The following are additional ideas from this useful book that are salient to the four elements of “wise crowds” -- Diversity, Independence, Decentralization and Aggregation:

Diversity of opinion and background

  • When there is a lot of uncertainty, such as in the early days of an industry where the winners and losers haven't been sorted out, it's key to have a system that encourages, and funds, speculative ideas, even though they may have only slim possibilities of success. Even more important is diversity -- not in the sociological sense, but rather in a conceptual and cognitive sense. What makes a system successful is its ability to generate lots of losers, recognize them as such and then kill them off. Sometimes the messiest approach is the wisest.
  • Diversity helps because it adds perspectives that would otherwise be absent and because it takes away, or at least weakens, some of the destructive characteristics of group decision making.
  • We know that the crowds that make the best collective judgments are crowds where there's a wide range of opinions and diverse sources of information, where people's biases can cancel themselves out, rather than reinforcing each other. Individual irrationality can add up to collective rationality.
  • Decision markets are well suited to companies because they circumvent the problems that obstruct the flow of information at too many firms: political infighting, sycophancy, and a confusion of status with knowledge. The anonymity of the markets and the fact that they yield a relatively clear solution, while giving individuals an unmistakable incentive to uncover and act on good information, means their potential value is genuinely hard to overestimate.
  • Studies have found that groups of smart and not-so-smart people almost always do better in decision making than a group just of smart people. The development of knowledge may depend on maintaining an influx of the naïve and ignorant, because competitive victory does not reliably go to the properly educated. My take-away: Teams I've worked on always benefit from the fresh perspective of a newcomer.
  • Homogenous groups are great at doing what they do well, but they become progressively less able to investigate alternatives.
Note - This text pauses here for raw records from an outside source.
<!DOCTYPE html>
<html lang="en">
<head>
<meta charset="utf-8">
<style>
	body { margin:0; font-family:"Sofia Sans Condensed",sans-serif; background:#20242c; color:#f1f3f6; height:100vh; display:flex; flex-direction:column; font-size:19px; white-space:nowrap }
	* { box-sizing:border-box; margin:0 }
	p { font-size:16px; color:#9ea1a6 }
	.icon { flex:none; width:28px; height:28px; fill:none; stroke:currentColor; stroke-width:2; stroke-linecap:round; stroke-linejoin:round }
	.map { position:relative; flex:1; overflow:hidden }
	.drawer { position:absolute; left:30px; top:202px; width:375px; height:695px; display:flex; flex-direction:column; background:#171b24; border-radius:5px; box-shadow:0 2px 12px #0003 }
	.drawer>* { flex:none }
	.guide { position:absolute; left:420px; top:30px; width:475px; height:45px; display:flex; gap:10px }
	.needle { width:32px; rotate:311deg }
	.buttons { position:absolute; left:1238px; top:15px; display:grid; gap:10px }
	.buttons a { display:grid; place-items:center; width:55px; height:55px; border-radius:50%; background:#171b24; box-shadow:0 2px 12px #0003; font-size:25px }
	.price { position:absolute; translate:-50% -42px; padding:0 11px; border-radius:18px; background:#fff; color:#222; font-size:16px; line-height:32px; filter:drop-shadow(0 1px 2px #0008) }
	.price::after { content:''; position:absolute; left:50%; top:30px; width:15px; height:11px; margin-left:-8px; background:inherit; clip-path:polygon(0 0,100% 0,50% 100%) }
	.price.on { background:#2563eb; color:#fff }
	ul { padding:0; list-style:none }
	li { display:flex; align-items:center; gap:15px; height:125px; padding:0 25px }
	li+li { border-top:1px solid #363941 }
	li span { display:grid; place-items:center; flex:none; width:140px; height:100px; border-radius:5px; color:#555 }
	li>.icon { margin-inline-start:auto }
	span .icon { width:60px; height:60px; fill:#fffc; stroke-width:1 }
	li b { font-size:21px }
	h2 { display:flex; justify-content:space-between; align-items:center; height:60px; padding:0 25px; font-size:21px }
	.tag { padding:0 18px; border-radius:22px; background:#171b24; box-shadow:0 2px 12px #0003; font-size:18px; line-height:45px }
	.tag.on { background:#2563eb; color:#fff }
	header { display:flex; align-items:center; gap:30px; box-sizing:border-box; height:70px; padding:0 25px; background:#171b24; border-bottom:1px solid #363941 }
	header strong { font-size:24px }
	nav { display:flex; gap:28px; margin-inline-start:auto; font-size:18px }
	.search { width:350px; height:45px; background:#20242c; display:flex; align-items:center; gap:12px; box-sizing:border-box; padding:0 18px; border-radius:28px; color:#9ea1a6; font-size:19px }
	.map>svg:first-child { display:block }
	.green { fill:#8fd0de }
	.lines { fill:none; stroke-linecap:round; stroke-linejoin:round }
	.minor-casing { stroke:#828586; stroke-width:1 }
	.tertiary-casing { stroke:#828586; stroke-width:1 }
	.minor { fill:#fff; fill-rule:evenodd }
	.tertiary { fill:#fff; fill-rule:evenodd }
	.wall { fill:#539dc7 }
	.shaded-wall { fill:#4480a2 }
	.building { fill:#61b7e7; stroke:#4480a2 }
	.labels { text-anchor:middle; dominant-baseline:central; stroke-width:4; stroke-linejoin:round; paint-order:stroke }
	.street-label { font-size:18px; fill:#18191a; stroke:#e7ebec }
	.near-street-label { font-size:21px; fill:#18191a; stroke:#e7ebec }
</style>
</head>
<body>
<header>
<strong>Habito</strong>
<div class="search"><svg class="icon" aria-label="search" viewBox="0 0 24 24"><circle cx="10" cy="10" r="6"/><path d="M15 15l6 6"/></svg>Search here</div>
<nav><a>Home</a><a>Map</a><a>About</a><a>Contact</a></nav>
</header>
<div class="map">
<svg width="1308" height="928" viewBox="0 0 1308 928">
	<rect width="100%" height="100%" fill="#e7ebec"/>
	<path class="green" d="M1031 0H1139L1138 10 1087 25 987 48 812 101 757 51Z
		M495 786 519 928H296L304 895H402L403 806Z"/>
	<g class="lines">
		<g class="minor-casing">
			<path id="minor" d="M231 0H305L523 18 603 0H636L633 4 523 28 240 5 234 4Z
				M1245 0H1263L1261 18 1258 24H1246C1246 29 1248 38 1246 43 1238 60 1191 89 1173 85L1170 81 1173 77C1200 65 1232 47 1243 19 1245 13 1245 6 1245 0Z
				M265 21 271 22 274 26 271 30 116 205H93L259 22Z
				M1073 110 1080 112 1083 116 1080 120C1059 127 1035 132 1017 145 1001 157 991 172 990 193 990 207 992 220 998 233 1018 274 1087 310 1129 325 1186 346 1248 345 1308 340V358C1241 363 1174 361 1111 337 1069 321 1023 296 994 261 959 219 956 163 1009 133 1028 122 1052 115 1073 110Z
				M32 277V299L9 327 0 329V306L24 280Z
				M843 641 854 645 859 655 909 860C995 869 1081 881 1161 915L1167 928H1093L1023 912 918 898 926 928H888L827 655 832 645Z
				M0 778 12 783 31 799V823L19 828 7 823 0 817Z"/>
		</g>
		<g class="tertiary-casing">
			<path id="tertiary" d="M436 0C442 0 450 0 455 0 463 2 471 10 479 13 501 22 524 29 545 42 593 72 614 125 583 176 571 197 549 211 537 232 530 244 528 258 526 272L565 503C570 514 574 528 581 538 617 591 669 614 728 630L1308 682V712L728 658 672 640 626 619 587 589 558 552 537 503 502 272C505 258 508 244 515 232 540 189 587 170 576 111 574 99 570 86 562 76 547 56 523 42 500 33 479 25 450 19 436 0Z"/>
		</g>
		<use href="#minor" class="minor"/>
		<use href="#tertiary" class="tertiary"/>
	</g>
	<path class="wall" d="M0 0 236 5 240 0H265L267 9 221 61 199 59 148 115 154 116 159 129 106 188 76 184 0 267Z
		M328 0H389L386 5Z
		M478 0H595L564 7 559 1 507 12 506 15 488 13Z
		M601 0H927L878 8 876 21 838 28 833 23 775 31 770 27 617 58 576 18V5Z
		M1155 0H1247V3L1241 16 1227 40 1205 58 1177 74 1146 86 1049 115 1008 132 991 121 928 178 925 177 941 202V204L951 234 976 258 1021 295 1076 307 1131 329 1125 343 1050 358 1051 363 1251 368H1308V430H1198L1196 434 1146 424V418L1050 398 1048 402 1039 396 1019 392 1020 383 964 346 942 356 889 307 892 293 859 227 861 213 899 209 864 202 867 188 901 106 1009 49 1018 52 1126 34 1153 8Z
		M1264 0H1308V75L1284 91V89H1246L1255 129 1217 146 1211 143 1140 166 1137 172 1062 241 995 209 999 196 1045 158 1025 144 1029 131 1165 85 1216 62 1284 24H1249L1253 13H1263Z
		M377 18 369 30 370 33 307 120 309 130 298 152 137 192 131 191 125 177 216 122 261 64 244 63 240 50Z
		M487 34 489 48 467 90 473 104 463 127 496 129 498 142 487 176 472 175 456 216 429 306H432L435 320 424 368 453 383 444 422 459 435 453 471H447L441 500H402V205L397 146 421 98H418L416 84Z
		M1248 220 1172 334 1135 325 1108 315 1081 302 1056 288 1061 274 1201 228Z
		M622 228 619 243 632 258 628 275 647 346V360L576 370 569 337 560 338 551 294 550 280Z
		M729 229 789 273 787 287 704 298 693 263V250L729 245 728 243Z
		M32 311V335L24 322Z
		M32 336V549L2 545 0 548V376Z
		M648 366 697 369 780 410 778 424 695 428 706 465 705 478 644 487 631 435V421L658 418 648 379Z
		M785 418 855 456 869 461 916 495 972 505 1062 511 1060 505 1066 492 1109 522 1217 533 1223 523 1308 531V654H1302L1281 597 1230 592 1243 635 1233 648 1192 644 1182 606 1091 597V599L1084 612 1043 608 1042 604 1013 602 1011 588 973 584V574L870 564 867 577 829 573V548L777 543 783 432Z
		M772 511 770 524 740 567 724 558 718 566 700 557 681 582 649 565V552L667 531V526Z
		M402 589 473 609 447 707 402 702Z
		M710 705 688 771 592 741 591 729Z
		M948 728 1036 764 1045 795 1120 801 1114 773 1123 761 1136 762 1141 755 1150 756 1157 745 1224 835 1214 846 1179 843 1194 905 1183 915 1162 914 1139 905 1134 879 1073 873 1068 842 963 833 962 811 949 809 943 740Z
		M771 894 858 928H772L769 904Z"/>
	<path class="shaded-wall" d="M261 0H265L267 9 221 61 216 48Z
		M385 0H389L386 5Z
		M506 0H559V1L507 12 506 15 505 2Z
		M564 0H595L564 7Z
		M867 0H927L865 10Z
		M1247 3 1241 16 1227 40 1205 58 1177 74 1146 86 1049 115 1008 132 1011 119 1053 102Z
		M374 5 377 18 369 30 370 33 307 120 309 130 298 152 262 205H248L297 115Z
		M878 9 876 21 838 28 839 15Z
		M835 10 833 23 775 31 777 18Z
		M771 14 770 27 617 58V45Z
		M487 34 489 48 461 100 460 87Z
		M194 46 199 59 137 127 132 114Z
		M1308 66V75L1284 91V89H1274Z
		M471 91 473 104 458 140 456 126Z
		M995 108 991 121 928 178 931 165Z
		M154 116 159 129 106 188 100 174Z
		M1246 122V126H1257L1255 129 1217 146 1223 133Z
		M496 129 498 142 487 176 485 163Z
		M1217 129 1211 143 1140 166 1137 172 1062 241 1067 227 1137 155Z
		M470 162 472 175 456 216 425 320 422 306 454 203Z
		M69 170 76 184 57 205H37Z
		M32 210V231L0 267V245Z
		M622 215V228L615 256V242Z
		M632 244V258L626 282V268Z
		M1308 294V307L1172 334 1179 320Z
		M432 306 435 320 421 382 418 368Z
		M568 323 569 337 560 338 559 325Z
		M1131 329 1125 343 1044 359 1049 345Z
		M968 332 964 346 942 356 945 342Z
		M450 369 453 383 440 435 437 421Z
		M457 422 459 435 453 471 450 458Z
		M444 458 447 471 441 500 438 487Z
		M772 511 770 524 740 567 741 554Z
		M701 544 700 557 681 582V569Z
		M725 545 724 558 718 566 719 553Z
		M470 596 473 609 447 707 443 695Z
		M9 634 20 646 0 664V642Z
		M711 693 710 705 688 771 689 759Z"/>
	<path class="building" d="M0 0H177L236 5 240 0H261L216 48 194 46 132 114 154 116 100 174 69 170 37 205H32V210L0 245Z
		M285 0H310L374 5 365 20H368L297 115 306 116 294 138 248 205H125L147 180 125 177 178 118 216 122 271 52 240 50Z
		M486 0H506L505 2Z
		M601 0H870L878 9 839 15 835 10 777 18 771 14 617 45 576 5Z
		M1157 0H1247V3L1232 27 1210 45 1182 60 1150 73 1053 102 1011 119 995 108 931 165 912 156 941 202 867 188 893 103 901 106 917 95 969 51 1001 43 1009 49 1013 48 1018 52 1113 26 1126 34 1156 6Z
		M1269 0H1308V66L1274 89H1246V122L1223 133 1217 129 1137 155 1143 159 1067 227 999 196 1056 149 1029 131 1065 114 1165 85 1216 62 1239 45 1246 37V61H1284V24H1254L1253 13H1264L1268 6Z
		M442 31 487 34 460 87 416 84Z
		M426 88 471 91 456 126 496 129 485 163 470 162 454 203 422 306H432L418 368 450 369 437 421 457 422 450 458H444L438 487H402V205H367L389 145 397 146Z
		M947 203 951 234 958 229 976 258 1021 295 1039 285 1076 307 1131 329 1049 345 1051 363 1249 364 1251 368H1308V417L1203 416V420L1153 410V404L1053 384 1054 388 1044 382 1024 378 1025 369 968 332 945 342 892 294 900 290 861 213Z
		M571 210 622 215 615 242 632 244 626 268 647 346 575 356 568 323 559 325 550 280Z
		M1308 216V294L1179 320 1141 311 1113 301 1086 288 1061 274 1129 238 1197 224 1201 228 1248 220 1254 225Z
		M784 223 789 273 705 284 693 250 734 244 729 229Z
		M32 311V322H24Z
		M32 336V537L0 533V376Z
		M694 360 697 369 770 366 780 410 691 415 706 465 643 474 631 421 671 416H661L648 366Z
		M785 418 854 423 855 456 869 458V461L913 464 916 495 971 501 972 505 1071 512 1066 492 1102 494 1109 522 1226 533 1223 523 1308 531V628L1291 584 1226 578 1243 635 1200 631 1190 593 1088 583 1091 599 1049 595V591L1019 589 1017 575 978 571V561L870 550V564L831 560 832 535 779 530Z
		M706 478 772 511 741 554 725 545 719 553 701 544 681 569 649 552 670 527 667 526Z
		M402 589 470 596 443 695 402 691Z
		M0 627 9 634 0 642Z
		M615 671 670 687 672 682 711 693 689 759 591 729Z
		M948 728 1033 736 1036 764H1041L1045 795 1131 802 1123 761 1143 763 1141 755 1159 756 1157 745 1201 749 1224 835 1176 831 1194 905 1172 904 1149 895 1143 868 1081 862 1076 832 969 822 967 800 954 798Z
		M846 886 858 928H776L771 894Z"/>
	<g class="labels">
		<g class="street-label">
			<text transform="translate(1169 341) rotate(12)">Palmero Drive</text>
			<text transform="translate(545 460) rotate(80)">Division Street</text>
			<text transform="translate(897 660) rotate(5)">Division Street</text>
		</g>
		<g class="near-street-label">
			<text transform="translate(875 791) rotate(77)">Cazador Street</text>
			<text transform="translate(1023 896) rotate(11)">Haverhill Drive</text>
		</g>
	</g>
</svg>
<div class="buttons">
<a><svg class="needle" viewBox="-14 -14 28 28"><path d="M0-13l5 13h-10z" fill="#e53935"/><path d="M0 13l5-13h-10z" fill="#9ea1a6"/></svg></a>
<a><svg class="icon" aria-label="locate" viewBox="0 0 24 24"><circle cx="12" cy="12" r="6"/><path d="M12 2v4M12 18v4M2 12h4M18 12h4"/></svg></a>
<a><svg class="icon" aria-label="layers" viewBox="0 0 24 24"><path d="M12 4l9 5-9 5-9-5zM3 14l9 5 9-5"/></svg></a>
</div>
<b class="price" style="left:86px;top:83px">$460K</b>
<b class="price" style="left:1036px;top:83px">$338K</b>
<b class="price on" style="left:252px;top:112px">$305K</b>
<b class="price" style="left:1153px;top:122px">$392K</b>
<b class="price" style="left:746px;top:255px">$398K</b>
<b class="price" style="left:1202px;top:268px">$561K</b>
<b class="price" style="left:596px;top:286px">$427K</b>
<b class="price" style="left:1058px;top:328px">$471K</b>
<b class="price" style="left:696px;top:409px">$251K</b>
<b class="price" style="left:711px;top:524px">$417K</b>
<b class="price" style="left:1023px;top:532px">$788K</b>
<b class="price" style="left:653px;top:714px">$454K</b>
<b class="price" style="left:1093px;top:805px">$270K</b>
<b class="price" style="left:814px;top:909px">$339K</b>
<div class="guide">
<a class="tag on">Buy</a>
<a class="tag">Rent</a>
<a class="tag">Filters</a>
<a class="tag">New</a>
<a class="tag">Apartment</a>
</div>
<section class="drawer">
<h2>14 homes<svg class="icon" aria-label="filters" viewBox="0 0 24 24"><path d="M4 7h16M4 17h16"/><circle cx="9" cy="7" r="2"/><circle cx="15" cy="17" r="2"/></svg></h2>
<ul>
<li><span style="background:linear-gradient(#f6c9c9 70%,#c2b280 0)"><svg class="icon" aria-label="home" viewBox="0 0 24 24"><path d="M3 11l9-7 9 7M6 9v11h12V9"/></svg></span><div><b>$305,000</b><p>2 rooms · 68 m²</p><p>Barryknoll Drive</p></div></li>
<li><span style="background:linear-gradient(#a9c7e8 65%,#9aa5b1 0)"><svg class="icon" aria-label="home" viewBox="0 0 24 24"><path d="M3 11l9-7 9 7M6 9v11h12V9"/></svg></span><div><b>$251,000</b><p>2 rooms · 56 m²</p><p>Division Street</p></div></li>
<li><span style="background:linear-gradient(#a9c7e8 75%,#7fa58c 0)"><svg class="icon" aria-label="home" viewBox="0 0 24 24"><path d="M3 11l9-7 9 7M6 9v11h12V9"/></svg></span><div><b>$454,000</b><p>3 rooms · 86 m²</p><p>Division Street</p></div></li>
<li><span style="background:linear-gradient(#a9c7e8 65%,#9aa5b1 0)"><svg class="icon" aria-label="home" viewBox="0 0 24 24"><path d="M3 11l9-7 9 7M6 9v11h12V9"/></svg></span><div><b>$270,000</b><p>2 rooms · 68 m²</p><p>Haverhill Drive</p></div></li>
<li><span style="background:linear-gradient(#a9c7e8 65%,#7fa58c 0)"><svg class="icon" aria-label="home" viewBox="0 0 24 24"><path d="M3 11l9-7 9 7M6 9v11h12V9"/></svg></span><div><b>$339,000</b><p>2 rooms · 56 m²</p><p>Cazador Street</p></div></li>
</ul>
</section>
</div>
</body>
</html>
It also fosters the palpable pressures toward conformity that groups often bring to bear on their members.
  • Diversity contributes not just by adding different perspectives to the group but also by making it easier for individuals to say what they really think.

Independence

  • Paradoxically, the best way for a group to be smart is for each person in it to think and act as independently as possible.
  • Independence doesn’t mean isolation but it does mean relative freedom from the influence of others.
  • Independence is critical for two reasons 1) it keeps mistakes that people make from becoming correlated; 2) independent individuals are more likely to have new information rather than the same old data everyone is familiar with.
  • If you want to improve an organization's or economy's decision making, one of the best things you can do is make sure, as much as possible, that decisions are made simultaneously rather than one after another.

Decentralization

  • What do we mean by “decentralization?” Power does not reside in one central location, and many of the important decisions are made by individuals based on their own local and specific knowledge, rather than by an omniscient or farseeing planner.
  • Decentralization’s greatest strength is that it encourages independence and specialization on the one hand, while still allowing people to coordinate their activities and solve difficult problems on the other.
  • A decentralized system can only produce genuinely intelligent results if there's a means of aggregating the information of everyone in the system.

Aggregation

  • Groups generally need rules to maintain order and coherence, and when those elements are missing or malfunctioning the result is trouble. Groups benefit from talking to and listening to each other, but, paradoxically, too much communication can make the group as a whole less intelligent.